Taoiseach among world leaders to attend COP30 summit
Ottoline Spearman
The Taoiseach will be among 60 world leaders to attend the COP30 summit in Brazil next week.
The annual UN climate change summit takes place a decade after the Paris Agreement was signed by 195 countries, committing them to keeping global emissions to 1.5 degrees celsius.
Speaking to The Irish Times, Micheál Martin said: "I will be going to Cop30 in Brazil with the clear message that Ireland remains steadfast in our commitment to tackle climate change.”
He said that while the country's emissions are falling, “we need to do more and do it quicker”.
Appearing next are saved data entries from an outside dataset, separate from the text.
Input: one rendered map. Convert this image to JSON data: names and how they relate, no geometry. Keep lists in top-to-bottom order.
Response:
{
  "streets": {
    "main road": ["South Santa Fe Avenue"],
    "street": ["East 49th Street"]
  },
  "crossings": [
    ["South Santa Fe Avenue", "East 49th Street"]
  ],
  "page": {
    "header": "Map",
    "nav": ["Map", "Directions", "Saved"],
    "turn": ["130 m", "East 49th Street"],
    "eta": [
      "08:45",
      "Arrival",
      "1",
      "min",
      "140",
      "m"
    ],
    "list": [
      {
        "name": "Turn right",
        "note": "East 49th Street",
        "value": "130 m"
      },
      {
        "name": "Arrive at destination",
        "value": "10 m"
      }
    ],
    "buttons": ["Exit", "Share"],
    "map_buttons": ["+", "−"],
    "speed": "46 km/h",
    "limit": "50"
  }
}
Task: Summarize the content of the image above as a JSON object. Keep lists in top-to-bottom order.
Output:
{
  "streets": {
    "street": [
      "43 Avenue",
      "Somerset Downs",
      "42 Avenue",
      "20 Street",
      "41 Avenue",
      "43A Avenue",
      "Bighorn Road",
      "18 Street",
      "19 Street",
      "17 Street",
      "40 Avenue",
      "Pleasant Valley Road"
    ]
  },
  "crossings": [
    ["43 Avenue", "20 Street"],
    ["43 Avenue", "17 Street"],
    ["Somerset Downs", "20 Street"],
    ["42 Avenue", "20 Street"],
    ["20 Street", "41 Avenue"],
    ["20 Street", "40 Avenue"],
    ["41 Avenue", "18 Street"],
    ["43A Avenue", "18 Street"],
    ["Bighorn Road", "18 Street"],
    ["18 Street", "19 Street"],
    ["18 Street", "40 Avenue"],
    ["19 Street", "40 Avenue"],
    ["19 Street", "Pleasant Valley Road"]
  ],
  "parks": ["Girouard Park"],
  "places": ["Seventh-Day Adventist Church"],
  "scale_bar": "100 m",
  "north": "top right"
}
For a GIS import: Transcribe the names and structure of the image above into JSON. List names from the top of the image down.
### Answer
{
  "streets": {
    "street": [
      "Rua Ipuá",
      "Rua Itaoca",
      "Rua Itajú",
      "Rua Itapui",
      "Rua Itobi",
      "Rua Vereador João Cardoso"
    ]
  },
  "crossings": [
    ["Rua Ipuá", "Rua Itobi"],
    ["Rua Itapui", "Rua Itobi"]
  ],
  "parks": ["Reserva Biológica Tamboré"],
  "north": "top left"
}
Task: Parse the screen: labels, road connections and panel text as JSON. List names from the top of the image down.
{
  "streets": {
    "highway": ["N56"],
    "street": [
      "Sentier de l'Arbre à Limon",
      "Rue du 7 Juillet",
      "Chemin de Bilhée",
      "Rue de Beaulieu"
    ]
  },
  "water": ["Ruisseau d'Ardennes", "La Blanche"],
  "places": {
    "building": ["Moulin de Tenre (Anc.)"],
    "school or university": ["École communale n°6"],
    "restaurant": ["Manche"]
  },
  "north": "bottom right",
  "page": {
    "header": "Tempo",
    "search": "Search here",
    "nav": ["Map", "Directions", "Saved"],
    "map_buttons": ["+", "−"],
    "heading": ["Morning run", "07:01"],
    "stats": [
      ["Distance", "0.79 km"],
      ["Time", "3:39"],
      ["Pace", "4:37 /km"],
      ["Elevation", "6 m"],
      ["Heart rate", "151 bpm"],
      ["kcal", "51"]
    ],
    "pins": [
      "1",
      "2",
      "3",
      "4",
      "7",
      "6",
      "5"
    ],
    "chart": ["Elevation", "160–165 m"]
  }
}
While Ireland’s emissions are relatively small, per capita, they are among the world’s highest. Ireland had the second highest emissions of greenhouse gases per capita in the EU-27 in 2022, at 11.7 tonnes of CO2.
Ireland's emissions fell by 1.9 per cent in 2022, 6.8 per cent in 2023 and by a provisional 2 per cent last year. However, the target is a cumulative 51 per cent drop by 2030 and the forecast shows only a 23 per cent reduction is likely.
Agnès Callamard, Amnesty International’s Secretary General, who will be attending the conference, called on world leaders to resist aligning with US President Trump’s denial of the accelerating climate crisis.
The US withdrew for the second time from the Paris Agreement in January, and Mr Trump will not be attending COP30.
"COP30 in Brazil presents an opportunity for collective resistance against those trying to reverse years of commitments and efforts to keep global warming below 1.5°C. The fact that levels of carbon dioxide in the atmosphere soared by a record amount last year should ring alarm bells for world leaders at COP30.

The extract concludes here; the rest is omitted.